Forest Research | Year: 2014
Effect of thinning intensity (heavy thinning, moderate thinning and unthinning) and times of thinning (thinning once or twice a rotation) on stand growth and timber outturn of Chinese fir (Cunninghamia lanceolata) were studied in Kaihua, Zhejiang Province. The first experiment was to cultivate big-diameter timber stand and thinned in the seventh year and fourteenth year, respectively, while the second experiment was to cultivate middle-diameter timber stand and thinned in the twelfth year. The results showed that there were no significant difference in tree height and total basal area among three thinning treatments in 22-year-old big-diameter timber stand and 19-year-old middle-diameter timber stand. The diameter at breast height (DBH) increased with the increase of thinning intensity. The average DBH value of big-diameter timber stand with heavy thinning and moderate thinning treatments increased by 13.78% and 9.69%, respectively, compared with the unthinned stand, while the DBH of middle-diameter timber stand with heavy thinning and moderate thinning treatments increased by 12.28 % and 7.02%. Thinning significantly increased the stem volume per tree, the living tree volume (LTV) of stand decreased with the increasing thinning intensity in the two experiments. In the first experiment, there was no significant differences in the LTV of 22-year-old stand among three thinning treatments (P≤0.05).

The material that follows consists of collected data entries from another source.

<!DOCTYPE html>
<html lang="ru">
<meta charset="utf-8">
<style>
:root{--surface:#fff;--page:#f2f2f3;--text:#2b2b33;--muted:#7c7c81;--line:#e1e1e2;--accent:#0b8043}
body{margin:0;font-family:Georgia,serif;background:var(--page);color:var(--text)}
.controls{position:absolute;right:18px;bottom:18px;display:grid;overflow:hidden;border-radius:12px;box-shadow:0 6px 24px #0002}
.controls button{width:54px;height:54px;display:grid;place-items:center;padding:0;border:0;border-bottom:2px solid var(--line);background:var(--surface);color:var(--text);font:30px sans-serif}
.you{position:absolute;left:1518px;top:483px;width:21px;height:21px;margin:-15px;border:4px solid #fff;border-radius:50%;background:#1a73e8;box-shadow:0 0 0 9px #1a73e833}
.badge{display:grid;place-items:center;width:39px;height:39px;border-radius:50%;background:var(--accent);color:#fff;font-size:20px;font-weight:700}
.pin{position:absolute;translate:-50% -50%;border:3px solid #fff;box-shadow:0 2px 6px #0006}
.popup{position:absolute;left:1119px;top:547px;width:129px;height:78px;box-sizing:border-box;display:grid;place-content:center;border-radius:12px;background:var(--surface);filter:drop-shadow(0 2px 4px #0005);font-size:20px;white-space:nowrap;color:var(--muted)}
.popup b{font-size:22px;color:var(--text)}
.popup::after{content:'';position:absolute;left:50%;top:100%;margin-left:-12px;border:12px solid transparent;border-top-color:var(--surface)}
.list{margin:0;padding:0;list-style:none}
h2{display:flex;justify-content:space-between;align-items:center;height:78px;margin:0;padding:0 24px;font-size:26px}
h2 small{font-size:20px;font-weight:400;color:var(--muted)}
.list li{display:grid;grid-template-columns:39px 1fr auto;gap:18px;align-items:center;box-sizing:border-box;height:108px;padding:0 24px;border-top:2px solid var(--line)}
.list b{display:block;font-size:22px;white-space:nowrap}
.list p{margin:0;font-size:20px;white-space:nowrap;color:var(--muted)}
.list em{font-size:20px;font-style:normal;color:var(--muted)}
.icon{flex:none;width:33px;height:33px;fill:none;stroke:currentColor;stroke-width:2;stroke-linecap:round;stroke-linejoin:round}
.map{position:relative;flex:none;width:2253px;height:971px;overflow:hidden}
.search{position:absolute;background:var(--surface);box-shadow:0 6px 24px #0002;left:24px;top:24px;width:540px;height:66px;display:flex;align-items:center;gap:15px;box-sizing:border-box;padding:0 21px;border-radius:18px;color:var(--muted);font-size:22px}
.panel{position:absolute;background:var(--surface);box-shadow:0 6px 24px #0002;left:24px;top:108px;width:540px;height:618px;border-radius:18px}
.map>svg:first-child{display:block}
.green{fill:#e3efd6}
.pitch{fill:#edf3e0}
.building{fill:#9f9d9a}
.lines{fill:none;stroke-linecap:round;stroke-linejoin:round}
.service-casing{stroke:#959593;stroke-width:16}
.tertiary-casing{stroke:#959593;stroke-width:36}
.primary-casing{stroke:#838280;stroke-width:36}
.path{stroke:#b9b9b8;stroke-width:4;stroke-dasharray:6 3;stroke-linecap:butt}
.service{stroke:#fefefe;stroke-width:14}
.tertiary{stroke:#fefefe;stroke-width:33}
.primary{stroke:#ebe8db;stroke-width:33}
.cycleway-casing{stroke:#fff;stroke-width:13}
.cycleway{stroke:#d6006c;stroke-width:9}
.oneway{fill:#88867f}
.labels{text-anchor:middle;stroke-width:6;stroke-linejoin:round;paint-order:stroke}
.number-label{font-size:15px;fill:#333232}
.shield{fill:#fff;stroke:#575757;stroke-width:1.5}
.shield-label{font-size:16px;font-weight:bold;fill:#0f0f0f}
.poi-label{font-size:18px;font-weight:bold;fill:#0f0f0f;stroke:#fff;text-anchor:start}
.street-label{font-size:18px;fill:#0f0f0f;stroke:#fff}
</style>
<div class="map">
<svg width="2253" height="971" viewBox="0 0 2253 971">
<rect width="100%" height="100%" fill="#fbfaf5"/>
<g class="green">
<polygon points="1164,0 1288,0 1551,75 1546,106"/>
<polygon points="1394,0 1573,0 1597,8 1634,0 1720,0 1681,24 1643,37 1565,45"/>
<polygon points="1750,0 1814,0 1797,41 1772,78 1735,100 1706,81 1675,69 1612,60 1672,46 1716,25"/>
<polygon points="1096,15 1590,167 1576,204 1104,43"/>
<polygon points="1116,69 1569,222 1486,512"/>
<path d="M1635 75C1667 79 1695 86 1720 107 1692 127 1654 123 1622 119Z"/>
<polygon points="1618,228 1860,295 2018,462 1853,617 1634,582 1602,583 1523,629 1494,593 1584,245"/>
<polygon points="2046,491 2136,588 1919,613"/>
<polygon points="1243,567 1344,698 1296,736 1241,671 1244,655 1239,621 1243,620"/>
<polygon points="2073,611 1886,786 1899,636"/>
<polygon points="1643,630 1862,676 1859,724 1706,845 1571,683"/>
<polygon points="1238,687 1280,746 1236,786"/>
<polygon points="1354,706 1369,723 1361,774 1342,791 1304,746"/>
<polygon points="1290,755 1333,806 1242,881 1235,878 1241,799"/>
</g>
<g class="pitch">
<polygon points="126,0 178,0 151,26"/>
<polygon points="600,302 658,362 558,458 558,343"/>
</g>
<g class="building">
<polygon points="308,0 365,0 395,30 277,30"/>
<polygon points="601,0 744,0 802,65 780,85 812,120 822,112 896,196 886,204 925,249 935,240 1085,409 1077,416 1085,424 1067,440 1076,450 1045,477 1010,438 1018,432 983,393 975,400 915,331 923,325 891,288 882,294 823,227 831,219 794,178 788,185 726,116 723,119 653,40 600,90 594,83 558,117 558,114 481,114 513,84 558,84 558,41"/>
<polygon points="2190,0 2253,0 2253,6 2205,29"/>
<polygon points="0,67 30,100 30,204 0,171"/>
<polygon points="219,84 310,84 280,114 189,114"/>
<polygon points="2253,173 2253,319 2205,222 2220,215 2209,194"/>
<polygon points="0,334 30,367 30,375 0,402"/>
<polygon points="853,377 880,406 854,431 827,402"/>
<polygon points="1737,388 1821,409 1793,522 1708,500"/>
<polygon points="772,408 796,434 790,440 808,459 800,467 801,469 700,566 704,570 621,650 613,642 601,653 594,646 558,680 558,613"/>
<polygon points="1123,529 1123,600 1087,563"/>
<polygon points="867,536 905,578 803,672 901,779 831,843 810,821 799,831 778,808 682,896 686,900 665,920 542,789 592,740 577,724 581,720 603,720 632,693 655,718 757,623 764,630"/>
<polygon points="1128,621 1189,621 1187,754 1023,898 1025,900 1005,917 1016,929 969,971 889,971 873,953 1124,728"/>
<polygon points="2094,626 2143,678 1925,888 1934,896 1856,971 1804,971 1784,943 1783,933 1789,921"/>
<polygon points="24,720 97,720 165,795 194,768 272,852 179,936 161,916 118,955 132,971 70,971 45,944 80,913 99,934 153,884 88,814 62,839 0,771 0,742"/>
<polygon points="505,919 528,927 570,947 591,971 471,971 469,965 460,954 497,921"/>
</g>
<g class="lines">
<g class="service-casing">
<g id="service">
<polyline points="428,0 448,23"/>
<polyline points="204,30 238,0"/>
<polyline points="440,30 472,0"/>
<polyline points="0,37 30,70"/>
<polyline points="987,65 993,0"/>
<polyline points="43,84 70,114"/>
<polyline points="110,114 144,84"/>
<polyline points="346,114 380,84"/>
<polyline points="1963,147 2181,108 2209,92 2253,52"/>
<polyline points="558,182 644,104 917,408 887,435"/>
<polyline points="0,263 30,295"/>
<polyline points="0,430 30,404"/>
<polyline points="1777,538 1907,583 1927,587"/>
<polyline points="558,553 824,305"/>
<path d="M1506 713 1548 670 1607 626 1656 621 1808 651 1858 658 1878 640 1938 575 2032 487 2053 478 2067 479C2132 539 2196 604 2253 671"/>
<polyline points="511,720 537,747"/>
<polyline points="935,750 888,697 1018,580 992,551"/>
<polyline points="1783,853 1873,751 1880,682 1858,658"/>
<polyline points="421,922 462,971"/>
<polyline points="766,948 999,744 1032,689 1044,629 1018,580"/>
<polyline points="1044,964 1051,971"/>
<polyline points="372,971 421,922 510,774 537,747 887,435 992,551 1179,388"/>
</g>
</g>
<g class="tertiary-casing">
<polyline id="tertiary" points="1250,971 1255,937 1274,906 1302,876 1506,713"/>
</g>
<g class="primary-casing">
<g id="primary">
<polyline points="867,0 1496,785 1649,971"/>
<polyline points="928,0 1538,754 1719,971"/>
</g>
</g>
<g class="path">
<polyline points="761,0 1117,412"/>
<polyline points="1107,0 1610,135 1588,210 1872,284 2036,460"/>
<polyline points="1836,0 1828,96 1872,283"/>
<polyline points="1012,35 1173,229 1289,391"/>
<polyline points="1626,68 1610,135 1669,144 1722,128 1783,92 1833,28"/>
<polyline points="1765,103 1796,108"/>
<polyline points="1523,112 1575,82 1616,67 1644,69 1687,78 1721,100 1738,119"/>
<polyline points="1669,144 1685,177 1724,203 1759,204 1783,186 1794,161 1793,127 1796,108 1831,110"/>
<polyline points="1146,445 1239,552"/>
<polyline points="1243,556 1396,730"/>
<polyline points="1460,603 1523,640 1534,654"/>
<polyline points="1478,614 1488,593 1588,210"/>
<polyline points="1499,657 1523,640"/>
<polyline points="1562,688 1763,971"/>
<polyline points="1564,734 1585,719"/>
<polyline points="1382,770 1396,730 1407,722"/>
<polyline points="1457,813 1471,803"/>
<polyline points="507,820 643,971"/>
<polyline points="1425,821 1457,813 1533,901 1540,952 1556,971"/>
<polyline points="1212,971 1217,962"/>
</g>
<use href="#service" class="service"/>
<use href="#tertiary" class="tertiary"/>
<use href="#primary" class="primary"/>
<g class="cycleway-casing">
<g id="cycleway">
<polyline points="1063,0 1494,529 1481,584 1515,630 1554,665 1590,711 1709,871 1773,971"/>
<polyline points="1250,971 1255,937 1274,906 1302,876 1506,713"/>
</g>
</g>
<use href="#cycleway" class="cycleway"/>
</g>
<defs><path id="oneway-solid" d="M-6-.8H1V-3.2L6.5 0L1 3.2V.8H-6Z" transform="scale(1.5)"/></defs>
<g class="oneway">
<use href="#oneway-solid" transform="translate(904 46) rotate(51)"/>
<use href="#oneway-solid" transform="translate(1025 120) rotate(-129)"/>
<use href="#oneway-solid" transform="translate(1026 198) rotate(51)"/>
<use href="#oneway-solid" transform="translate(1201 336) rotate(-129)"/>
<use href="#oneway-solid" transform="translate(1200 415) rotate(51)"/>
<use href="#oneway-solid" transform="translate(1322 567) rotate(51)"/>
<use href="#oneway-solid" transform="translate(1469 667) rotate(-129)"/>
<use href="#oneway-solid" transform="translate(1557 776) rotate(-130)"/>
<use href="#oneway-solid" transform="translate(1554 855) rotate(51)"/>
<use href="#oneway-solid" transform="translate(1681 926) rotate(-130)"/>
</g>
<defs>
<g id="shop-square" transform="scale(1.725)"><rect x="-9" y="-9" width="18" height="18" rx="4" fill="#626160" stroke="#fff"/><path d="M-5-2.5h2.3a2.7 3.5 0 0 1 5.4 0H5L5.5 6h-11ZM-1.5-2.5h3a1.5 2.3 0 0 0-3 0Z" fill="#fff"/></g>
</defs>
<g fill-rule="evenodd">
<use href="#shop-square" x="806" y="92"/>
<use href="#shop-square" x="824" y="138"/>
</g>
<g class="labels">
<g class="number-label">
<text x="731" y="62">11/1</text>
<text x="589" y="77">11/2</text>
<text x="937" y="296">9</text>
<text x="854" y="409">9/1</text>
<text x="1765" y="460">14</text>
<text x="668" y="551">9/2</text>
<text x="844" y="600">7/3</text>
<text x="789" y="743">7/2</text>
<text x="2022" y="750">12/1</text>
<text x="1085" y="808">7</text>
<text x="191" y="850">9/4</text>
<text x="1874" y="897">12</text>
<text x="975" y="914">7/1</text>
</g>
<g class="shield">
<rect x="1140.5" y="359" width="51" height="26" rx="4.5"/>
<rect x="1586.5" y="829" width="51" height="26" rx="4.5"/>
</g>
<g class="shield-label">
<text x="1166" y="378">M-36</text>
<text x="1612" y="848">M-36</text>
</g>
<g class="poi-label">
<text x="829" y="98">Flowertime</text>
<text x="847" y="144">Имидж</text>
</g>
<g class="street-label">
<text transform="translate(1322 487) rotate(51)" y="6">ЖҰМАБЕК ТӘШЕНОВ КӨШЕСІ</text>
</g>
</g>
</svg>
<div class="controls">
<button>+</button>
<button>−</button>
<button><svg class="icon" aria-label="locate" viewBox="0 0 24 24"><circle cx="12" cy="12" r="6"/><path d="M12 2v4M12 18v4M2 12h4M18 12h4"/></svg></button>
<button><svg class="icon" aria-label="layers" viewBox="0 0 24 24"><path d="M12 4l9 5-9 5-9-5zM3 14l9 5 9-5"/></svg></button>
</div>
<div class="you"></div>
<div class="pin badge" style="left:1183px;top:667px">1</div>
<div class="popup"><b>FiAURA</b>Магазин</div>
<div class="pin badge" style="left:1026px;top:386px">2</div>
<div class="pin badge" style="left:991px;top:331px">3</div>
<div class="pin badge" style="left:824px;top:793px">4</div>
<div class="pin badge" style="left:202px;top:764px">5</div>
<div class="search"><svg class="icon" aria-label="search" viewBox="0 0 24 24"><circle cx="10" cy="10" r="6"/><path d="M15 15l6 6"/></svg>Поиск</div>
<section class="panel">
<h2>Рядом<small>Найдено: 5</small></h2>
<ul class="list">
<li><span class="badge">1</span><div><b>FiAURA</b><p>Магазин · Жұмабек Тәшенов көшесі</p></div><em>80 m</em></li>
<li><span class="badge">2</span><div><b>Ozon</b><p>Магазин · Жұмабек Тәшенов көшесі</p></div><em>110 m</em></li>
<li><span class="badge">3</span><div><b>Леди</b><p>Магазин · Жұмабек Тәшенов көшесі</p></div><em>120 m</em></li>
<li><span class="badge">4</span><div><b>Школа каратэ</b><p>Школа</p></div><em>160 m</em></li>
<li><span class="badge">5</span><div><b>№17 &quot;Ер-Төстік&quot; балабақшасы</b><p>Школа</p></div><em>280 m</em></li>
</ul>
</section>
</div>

In the second experiment, the LTV of 19-year-old stand in the heavy thinning treatment was significantly lower than that in unthinned stand, there was no significant difference in LTV between the moderate thinning treatment and heavy thinning or unthinned treatments (P≤0.05). The total stand volume (TSV) and total wood outturn (TWO) reduced with the increasing thinning intensity in the two experiments, there were no significant differences in TSV and TWO among the three thinning treatments (P≤0.05). It is concluded that thinning intensity can not effectively increase the live tree volume and timber outturn, and the times of thinning has an important effect on timber outturn and timber size. For big-diameter timber cultivation of Chinese fir, twice thinning with 50% thinning intensity is appropriate in a rotation. It is suitable for middle-diameter timber cultivation with once moderate thinning (approximate 25%).